Today’s Electro-Map, the final entry in our tour of cutting edge digital cartography projects, is the Seismic Monitor. This nifty little interface allows you to check out daily seismic activity around the world, both in relation to immediacy and severity. With a single click from the front page you can see the most recent earthquake news (courtesy Google), check out the last 30 days worth of earthquake activity, or even see the strangely named Special Events section wherein information about quakes with significant global impact is collected. (At first I thought, Special Events?
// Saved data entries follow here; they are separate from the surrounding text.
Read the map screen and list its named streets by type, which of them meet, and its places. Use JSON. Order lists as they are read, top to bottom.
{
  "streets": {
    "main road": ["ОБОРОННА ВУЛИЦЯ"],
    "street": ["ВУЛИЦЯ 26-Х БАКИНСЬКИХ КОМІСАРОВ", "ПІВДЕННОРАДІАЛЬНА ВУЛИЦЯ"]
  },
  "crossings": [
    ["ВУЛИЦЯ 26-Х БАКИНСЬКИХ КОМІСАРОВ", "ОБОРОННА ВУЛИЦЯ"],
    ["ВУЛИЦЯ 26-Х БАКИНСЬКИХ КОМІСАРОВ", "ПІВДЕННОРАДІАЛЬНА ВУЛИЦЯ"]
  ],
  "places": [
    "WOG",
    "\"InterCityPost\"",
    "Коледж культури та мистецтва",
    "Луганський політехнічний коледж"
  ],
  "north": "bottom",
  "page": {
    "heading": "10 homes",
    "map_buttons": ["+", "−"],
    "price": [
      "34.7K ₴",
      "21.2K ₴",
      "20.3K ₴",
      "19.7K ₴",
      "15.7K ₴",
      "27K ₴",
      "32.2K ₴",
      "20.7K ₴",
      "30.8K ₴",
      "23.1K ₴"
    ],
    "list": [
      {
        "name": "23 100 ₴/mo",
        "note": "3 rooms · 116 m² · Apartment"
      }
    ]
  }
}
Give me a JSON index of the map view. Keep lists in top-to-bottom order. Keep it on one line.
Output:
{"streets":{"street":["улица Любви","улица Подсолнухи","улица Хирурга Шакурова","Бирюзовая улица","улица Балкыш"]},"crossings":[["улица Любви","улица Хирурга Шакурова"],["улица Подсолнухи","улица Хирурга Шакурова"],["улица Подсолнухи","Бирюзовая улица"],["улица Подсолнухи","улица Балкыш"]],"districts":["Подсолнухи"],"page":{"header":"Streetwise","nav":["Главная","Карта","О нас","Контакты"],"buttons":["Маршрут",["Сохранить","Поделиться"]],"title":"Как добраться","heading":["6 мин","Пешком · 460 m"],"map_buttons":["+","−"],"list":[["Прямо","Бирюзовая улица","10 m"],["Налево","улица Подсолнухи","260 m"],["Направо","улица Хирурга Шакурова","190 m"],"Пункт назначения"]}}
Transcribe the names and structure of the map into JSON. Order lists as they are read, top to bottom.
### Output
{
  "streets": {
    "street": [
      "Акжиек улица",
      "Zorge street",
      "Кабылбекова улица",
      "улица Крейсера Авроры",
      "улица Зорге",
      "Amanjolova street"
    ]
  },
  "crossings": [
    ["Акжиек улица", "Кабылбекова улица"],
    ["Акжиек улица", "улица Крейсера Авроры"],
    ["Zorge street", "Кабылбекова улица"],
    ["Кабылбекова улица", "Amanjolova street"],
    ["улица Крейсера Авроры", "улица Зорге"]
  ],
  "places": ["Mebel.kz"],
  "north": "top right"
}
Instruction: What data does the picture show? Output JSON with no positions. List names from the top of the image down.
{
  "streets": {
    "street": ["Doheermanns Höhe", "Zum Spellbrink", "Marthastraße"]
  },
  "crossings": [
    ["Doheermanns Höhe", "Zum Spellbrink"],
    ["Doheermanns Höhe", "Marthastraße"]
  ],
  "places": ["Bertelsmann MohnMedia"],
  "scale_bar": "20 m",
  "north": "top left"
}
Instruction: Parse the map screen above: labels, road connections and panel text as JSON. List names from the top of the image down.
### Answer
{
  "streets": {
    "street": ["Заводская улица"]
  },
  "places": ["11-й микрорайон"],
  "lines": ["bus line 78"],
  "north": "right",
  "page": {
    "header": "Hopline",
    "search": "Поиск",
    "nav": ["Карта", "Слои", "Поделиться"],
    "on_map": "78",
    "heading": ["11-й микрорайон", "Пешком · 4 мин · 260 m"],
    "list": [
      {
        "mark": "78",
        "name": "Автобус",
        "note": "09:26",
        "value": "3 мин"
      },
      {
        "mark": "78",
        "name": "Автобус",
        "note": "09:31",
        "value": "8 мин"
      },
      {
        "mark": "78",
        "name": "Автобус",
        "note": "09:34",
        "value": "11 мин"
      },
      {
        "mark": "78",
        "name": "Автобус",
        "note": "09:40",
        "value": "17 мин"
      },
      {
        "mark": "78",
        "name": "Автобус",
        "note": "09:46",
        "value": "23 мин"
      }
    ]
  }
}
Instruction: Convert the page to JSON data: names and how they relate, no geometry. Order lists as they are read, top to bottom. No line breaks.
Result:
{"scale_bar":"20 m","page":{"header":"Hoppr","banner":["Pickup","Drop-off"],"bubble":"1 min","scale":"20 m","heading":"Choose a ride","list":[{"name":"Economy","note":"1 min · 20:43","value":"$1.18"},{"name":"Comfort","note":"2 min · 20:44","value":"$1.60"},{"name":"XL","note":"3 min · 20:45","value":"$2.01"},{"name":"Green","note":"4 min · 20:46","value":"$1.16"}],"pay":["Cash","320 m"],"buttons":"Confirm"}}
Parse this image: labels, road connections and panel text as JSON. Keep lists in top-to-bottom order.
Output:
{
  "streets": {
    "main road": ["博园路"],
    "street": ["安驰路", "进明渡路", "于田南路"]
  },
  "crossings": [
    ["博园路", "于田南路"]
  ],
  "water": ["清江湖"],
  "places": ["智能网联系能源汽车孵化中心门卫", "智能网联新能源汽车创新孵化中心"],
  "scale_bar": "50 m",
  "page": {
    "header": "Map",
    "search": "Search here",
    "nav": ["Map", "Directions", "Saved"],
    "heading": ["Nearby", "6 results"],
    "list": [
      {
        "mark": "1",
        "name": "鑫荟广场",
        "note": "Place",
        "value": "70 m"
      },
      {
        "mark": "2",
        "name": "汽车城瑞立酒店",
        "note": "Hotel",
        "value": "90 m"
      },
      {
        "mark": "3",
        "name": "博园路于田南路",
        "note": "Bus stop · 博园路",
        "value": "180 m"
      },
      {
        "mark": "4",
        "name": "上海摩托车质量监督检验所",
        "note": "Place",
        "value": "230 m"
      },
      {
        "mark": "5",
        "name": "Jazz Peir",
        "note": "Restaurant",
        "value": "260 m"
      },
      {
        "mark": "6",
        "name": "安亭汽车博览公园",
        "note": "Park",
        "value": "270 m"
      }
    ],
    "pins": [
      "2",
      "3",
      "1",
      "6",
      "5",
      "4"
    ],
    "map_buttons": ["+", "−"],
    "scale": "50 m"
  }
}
Like earthquake parties, or events for children?)
The data on the main map stretches back five years, with the oldest quakes depicted in purple, and the newest ones, current in the past 24 hours, shown as a throbbing, angry red animation. There are a lot more than I thought there would be, and the bit that stretches around the outer edges of Siberia down to the crown of Australia are interestingly storm-like in its pinwheel configuration. Perhaps an expert at divining earthquake patterns can educate me as to whether or not these are typical patterns, but they’re striking nonetheless.
So that’s it for the Electro-Map Menagerie, I hope you enjoyed it as much as I enjoyed finding them. If anyone has suggestions for other maps let me know; I may create a dedicated Electro-Map page at some point in the near future, as an ongoing digital cartographic archive. I didn’t even get to the Google Earth famous film locater! How many other treasures are there, glittering in the webday sun?